Required action: Count the lines in the records that hold the string "river". Only the number should be given.

Data items
━━━━━━
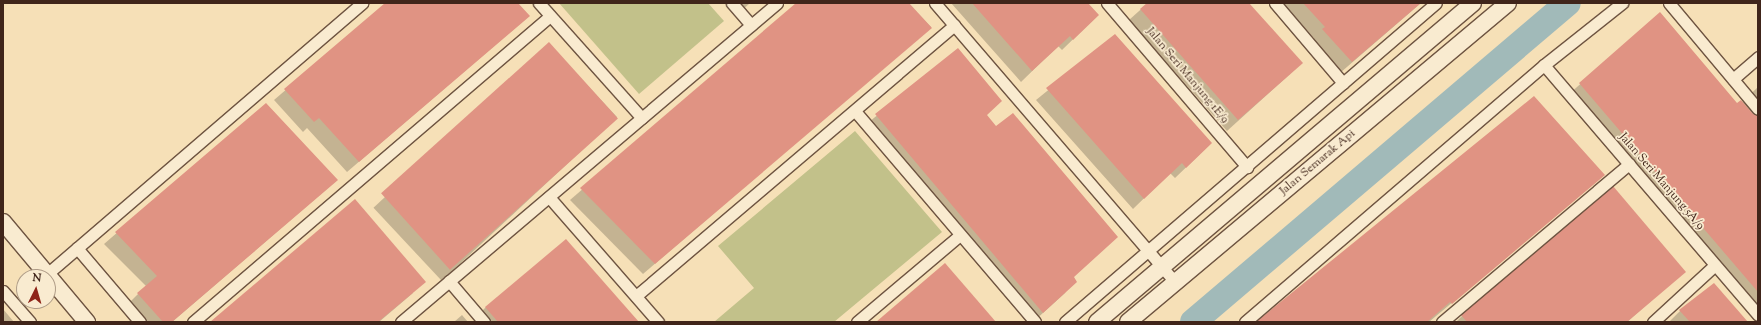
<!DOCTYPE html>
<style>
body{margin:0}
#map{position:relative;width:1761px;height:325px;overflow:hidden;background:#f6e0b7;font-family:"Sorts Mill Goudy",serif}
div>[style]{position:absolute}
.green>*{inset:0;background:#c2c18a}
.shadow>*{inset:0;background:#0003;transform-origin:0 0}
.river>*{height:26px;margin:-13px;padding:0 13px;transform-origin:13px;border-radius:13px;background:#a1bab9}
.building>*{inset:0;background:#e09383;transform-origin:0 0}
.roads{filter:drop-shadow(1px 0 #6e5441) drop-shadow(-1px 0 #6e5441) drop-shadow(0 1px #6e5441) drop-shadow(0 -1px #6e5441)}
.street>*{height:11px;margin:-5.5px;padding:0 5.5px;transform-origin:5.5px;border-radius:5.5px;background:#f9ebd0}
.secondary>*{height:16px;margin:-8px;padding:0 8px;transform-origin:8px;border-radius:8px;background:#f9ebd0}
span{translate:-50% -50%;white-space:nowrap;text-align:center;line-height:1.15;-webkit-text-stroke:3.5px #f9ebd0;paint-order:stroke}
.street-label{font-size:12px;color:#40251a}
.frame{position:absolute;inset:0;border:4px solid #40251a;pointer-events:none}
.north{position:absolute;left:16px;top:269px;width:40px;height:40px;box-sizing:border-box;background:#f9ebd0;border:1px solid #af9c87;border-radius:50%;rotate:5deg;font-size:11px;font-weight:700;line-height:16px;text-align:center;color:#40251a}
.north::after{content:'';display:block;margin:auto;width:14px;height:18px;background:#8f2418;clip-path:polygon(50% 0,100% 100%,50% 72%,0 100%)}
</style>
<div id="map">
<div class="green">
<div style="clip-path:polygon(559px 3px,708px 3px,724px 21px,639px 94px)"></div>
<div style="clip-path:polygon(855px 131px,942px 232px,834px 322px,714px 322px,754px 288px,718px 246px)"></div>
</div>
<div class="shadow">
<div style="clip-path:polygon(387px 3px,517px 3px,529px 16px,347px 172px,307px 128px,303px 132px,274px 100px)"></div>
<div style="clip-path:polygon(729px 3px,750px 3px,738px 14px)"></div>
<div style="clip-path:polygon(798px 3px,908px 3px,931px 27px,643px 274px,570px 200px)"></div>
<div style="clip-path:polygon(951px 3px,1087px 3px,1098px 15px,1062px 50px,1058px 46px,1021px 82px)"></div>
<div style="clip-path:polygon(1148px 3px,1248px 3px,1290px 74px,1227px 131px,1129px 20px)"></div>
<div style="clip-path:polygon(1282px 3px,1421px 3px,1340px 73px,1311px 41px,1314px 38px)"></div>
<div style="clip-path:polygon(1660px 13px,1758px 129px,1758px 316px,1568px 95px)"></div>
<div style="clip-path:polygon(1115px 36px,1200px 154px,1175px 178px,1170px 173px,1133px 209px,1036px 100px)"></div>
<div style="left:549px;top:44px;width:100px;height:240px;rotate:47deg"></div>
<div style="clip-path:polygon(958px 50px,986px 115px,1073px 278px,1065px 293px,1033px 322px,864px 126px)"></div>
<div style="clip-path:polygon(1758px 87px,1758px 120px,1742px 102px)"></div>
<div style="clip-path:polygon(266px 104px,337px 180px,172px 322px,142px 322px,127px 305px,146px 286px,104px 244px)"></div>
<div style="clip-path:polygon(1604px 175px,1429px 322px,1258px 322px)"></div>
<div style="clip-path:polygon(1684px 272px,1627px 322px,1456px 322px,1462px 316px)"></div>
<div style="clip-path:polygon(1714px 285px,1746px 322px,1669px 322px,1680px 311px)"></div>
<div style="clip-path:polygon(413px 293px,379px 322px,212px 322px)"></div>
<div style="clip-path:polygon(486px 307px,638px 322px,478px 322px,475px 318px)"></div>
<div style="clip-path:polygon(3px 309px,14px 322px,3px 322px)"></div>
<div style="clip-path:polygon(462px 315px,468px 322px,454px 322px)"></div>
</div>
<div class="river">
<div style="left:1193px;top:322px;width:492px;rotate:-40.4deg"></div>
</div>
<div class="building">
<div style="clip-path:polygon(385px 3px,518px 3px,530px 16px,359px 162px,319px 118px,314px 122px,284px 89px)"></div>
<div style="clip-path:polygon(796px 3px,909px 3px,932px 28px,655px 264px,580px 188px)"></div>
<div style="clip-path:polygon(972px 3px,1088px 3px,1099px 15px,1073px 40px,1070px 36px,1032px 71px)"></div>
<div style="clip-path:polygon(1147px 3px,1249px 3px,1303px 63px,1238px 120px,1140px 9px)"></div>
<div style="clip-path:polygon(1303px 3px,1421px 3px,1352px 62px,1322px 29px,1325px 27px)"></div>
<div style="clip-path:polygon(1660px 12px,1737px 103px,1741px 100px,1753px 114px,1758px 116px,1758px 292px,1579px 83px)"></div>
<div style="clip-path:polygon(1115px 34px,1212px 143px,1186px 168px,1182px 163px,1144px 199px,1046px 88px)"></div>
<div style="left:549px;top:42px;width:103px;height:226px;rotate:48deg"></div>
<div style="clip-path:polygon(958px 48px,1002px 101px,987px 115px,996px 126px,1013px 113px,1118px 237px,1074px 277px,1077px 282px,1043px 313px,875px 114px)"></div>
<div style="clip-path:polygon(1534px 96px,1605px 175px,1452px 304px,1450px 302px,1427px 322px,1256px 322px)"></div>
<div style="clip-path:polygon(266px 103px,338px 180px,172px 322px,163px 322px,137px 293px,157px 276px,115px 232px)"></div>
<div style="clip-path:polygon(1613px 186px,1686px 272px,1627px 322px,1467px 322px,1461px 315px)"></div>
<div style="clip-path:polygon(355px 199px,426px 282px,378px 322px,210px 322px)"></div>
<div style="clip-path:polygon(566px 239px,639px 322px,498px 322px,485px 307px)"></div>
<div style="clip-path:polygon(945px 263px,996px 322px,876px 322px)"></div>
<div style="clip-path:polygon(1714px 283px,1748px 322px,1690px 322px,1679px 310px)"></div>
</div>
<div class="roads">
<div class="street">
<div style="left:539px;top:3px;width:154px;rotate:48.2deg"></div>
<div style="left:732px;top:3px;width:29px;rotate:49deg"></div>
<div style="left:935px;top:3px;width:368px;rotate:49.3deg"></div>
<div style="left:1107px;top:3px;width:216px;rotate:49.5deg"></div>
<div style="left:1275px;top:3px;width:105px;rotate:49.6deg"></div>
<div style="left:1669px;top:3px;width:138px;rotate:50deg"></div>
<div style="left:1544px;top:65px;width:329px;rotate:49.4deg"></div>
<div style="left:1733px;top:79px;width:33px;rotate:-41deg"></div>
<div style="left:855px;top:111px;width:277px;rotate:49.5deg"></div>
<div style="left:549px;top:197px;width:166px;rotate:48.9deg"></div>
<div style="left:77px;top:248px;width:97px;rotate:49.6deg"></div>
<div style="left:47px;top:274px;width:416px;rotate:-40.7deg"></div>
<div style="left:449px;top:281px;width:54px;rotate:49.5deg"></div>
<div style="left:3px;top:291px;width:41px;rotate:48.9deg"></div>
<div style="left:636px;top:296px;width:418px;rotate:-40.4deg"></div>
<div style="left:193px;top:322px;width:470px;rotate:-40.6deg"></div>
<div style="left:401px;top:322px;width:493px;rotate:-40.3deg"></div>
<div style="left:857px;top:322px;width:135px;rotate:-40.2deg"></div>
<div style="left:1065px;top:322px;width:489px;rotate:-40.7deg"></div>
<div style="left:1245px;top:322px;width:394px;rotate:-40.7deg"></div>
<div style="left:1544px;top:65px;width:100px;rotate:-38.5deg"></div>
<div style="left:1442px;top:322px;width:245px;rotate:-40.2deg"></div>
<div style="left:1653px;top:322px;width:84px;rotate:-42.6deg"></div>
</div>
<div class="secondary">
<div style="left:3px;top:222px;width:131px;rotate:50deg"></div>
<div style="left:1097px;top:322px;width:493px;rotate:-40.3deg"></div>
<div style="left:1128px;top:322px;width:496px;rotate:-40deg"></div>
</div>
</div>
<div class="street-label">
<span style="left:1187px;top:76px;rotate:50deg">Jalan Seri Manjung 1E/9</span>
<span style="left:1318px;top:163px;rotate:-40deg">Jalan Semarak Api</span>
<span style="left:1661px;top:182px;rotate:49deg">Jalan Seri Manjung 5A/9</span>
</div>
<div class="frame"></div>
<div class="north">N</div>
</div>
━━━━━━
Response to this task: 2